H. pylori can also be detected without endoscopy. A urea breath test involves swallowing a capsule or liquid containing a specially labeled form of urea. If H. pylori bacteria are present, they break down the urea and release carbon dioxide that can be detected when you breathe into a container a few minutes later. Stool tests can also identify the bacterium.
Doctors are more likely to recommend endoscopy if you have a family history of digestive tract cancer, a history of heavy alcohol use, difficulty swallowing, signs of bleeding in the digestive tract, frequent vomiting, or unexplained weight loss.

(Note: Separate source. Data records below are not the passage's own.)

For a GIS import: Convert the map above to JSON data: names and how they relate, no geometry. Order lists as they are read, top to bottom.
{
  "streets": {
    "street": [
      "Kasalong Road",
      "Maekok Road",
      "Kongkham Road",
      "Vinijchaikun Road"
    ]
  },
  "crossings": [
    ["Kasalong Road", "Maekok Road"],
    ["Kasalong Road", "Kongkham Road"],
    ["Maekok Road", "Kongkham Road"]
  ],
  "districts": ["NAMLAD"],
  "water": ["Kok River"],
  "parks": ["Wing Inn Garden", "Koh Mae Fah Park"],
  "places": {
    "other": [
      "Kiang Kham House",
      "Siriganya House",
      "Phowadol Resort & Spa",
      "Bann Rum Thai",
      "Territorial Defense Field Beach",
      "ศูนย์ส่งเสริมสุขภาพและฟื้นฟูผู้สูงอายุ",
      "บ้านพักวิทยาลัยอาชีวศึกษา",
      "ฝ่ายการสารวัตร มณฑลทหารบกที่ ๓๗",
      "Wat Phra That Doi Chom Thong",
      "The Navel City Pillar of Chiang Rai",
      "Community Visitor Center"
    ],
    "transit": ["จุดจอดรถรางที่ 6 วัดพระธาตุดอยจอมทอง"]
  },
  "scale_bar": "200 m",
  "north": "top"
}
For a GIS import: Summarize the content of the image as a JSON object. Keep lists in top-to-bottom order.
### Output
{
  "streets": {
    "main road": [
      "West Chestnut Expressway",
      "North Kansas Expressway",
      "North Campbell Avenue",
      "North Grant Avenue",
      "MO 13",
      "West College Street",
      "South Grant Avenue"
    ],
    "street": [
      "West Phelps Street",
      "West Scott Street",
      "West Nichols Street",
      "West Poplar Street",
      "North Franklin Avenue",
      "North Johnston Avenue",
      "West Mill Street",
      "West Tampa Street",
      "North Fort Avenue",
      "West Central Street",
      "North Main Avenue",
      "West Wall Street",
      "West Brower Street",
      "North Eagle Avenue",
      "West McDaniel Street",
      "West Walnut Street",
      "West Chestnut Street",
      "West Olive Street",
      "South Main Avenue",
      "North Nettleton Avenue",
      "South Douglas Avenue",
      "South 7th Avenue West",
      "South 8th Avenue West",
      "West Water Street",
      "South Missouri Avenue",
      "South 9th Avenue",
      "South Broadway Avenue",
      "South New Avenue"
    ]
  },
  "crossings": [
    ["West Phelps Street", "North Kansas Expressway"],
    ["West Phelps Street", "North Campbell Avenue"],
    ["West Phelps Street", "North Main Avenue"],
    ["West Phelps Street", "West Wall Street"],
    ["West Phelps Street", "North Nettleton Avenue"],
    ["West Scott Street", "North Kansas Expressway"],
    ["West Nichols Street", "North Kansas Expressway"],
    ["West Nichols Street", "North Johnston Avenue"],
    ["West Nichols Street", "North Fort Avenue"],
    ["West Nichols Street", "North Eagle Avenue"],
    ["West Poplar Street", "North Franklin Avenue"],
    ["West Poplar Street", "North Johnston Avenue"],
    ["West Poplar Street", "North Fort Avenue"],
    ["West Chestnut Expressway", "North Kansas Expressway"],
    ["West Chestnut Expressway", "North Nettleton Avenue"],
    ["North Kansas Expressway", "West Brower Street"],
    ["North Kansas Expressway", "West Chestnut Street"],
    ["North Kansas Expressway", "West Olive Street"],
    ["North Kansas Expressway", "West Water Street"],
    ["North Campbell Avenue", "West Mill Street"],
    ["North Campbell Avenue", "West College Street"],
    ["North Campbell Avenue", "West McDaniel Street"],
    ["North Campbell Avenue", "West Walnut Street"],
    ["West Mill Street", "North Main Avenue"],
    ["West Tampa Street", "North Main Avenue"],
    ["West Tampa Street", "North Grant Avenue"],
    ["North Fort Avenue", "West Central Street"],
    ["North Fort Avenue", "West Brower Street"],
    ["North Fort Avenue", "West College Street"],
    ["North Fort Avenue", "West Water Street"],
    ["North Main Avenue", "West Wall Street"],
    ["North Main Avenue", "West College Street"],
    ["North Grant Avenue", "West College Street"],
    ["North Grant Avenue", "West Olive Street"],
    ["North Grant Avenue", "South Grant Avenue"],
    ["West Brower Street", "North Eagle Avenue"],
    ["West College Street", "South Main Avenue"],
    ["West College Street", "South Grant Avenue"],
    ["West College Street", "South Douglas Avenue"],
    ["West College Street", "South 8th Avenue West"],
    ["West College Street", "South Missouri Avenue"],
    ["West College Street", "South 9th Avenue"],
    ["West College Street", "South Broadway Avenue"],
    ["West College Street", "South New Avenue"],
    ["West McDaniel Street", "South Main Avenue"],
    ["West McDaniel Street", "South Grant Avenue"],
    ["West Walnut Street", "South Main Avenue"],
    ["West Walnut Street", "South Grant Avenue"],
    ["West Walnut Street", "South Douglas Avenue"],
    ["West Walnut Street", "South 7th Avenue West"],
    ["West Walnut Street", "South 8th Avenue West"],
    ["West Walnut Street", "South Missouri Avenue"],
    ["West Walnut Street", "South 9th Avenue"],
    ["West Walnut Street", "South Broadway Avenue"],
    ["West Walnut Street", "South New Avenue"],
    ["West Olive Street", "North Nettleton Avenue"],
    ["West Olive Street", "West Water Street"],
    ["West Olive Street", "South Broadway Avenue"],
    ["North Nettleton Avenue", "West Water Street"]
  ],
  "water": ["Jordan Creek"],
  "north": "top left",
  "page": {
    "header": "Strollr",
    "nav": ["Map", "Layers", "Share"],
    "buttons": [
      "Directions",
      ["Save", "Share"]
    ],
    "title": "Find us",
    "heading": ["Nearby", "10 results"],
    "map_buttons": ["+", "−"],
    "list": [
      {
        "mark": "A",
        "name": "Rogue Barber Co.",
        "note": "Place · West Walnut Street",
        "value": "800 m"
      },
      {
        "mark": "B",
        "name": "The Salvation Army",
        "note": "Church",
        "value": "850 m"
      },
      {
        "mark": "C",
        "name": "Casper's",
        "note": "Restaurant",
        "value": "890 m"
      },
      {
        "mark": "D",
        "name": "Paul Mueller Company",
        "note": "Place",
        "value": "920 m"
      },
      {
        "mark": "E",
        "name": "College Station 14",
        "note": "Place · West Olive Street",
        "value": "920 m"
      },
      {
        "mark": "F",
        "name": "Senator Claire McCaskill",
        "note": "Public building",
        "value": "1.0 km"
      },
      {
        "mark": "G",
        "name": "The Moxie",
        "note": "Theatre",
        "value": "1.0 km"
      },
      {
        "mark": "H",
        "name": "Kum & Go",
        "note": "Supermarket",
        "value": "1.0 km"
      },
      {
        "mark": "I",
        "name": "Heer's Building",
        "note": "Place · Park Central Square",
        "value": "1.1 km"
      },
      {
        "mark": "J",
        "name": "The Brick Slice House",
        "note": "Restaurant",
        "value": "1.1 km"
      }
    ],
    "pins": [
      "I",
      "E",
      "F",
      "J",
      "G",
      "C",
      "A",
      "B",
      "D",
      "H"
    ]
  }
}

Warning Signs That Need Prompt Attention
Most indigestion, even when it feels severe, resolves on its own or responds to treatment. But certain symptoms alongside indigestion suggest something more serious is happening. These red flags include blood in your stool (which can appear dark or tarry), difficulty swallowing, persistent nausea and vomiting, and unexplained weight loss. Any of these warrants a call to your doctor rather than a wait-and-see approach, because they can point to ulcer complications, strictures, or malignancy that benefit from early detection.